_Saved entries_
-=-=-=-=-
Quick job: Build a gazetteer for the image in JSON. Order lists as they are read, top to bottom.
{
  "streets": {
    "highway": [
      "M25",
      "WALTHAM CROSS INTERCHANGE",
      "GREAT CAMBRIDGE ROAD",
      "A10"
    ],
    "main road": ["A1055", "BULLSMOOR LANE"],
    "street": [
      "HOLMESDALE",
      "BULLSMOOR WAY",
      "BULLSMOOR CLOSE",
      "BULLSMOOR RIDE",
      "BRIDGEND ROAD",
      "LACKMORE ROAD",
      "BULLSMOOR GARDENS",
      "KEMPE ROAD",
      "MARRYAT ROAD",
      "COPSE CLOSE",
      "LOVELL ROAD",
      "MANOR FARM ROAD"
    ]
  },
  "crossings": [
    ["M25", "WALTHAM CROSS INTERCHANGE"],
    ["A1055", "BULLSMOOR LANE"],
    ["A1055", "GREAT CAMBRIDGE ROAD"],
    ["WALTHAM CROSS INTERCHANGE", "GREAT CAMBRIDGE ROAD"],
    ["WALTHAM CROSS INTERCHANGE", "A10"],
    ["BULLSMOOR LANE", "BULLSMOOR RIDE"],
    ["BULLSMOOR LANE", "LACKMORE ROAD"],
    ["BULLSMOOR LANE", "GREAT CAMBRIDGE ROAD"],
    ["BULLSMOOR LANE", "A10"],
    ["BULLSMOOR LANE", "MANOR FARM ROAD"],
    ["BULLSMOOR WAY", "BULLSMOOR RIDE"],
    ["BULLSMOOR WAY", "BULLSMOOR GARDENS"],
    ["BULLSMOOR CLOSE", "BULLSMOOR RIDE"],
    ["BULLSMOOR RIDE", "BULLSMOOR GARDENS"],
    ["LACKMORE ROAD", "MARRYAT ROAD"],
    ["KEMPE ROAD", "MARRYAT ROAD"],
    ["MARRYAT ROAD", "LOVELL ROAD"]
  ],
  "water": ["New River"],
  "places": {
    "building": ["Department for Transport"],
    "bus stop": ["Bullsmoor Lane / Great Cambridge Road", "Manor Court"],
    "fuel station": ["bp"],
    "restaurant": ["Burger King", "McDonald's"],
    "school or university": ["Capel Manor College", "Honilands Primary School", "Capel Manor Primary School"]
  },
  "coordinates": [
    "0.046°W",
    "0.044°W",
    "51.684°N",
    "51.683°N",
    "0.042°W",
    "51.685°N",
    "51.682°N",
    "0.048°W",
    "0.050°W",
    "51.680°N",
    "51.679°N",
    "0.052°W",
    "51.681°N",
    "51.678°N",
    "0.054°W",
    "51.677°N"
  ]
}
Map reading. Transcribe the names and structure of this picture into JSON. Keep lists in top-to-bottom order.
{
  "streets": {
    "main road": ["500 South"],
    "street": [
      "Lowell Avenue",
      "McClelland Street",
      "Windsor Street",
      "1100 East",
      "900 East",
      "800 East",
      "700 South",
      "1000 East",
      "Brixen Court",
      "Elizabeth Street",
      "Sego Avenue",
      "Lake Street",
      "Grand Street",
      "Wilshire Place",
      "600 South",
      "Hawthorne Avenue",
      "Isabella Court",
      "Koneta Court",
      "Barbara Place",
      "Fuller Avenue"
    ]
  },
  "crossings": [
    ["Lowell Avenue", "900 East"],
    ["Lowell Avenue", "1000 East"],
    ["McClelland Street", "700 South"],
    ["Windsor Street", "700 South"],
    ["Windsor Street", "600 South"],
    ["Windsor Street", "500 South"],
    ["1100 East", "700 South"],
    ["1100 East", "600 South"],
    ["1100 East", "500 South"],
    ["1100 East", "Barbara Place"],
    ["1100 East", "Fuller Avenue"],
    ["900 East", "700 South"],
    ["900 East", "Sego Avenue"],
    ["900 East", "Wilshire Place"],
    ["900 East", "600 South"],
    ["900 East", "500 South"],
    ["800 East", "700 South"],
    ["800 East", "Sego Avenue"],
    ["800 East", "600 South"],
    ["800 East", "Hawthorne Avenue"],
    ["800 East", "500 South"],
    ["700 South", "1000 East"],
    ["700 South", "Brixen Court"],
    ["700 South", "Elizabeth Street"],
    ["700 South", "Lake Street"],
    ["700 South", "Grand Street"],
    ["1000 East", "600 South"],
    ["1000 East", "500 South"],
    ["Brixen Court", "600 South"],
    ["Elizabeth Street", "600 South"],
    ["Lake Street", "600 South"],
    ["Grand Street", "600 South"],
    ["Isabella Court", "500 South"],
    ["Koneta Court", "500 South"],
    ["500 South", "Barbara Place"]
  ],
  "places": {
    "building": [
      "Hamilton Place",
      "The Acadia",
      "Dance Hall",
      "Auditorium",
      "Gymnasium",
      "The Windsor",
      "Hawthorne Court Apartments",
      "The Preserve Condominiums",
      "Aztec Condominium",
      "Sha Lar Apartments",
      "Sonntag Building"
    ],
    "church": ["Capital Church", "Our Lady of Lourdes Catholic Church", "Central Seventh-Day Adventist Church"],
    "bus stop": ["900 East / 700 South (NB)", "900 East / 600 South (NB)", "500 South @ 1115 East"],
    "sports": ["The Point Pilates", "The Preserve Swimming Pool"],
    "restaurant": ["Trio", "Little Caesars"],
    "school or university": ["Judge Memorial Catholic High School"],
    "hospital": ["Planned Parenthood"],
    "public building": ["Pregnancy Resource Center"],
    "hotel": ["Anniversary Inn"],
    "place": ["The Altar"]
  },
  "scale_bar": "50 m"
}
-=-=-=-=-
_Problem to work on_
From the data above, copy each line that holds "Avenue".

_Task result_
      "Lowell Avenue",
      "Sego Avenue",
      "Hawthorne Avenue",
      "Fuller Avenue"
    ["Lowell Avenue", "900 East"],
    ["Lowell Avenue", "1000 East"],
    ["1100 East", "Fuller Avenue"],
    ["900 East", "Sego Avenue"],
    ["800 East", "Sego Avenue"],
    ["800 East", "Hawthorne Avenue"],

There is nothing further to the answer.